Stored data entries:
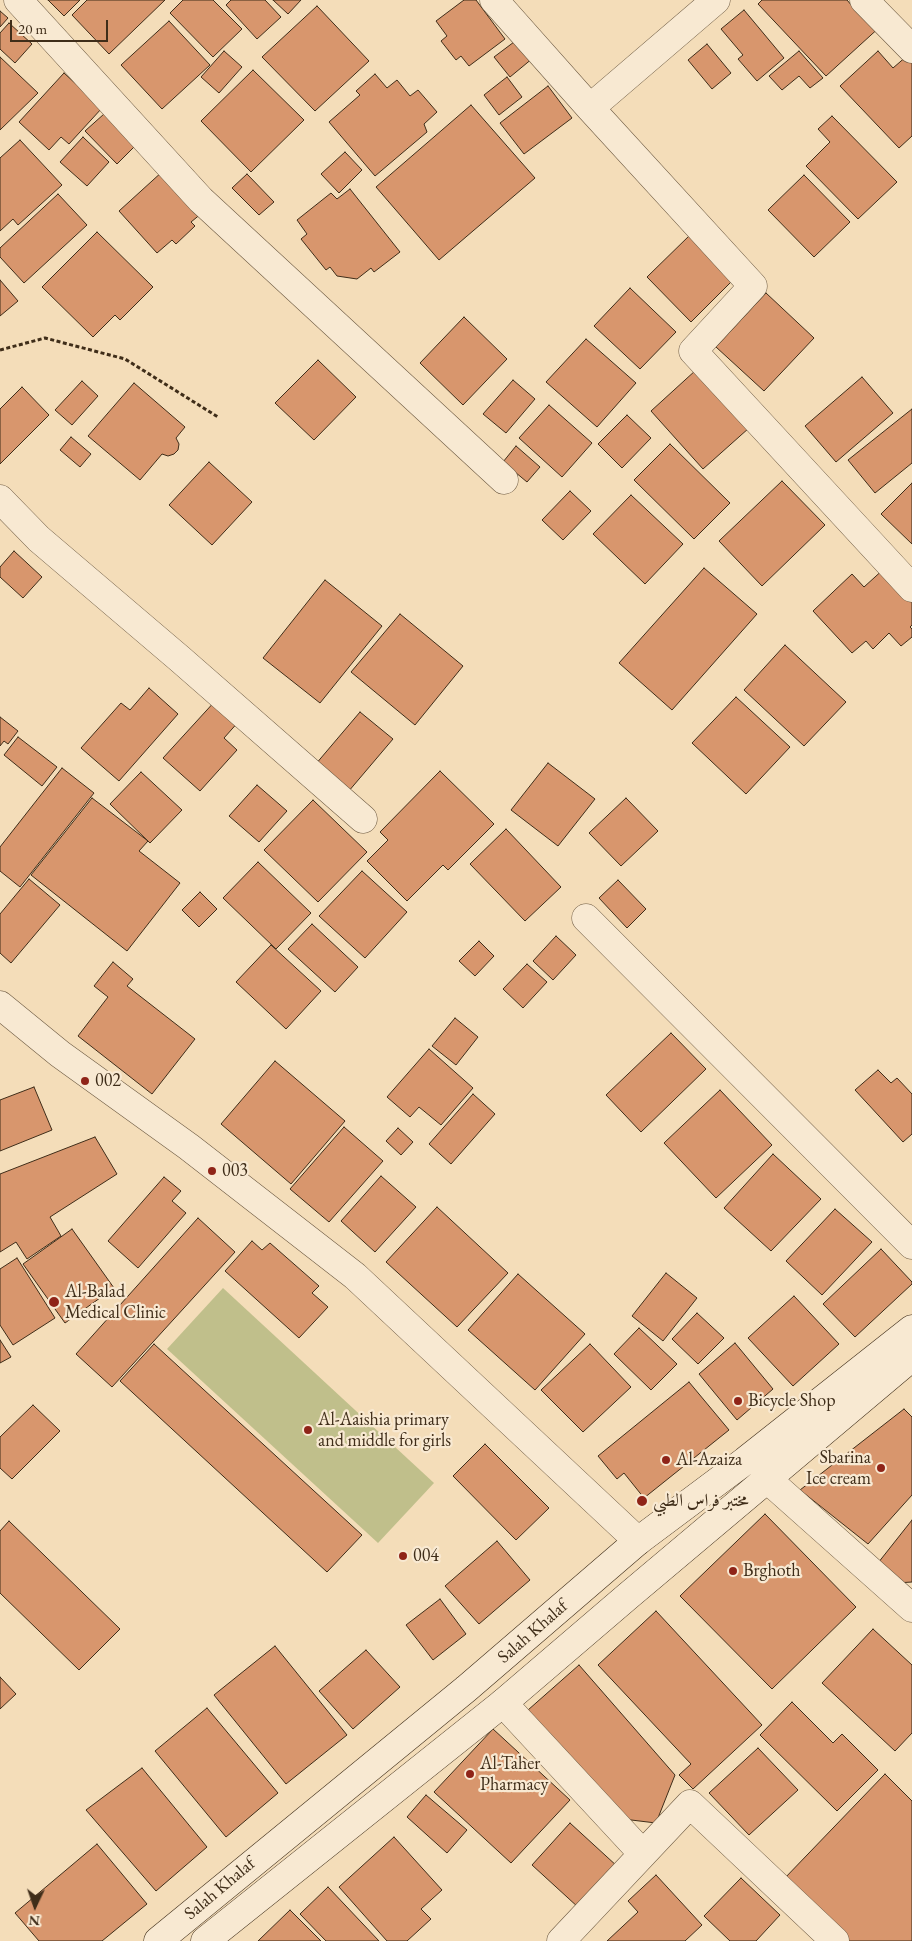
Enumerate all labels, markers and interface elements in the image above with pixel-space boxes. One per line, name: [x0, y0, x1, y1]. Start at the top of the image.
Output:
scale bar: [12, 10, 110, 42]
text: 20 m: [18, 19, 47, 38]
place label: 002: [95, 1070, 121, 1092]
marker: 002: [79, 1075, 91, 1087]
place label: 003: [222, 1160, 248, 1182]
marker: 003: [206, 1165, 218, 1177]
place label: Al-Balad Medical Clinic: [65, 1281, 166, 1324]
marker: Al-Balad Medical Clinic: [47, 1295, 61, 1309]
place label: Bicycle Shop: [748, 1390, 836, 1412]
marker: Bicycle Shop: [732, 1395, 744, 1407]
place label: Al-Aaishia primary and middle for girls: [318, 1409, 451, 1452]
marker: Al-Aaishia primary and middle for girls: [302, 1424, 314, 1436]
place label: Sbarina Ice cream: [806, 1447, 871, 1490]
place label: Al-Azaiza: [676, 1449, 742, 1471]
marker: Al-Azaiza: [660, 1454, 672, 1466]
marker: Sbarina Ice cream: [875, 1462, 887, 1474]
place label: مختبر فراس الطبي: [653, 1490, 749, 1512]
marker: مختبر فراس الطبي: [635, 1494, 649, 1508]
place label: 004: [413, 1545, 439, 1567]
marker: 004: [397, 1550, 409, 1562]
place label: Brghoth: [743, 1560, 801, 1582]
marker: Brghoth: [727, 1565, 739, 1577]
street label: Salah Khalaf: [494, 1596, 572, 1668]
place label: Al-Taher Pharmacy: [480, 1753, 548, 1796]
marker: Al-Taher Pharmacy: [464, 1768, 476, 1780]
street label: Salah Khalaf: [180, 1853, 260, 1925]
north arrow: [10, 1881, 60, 1931]
text: N: [28, 1912, 40, 1930]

* THE PROBLEM: Would you copy out every line in the records that includes the string "street"?

* RESULT:
street label: Salah Khalaf: [494, 1596, 572, 1668]
street label: Salah Khalaf: [180, 1853, 260, 1925]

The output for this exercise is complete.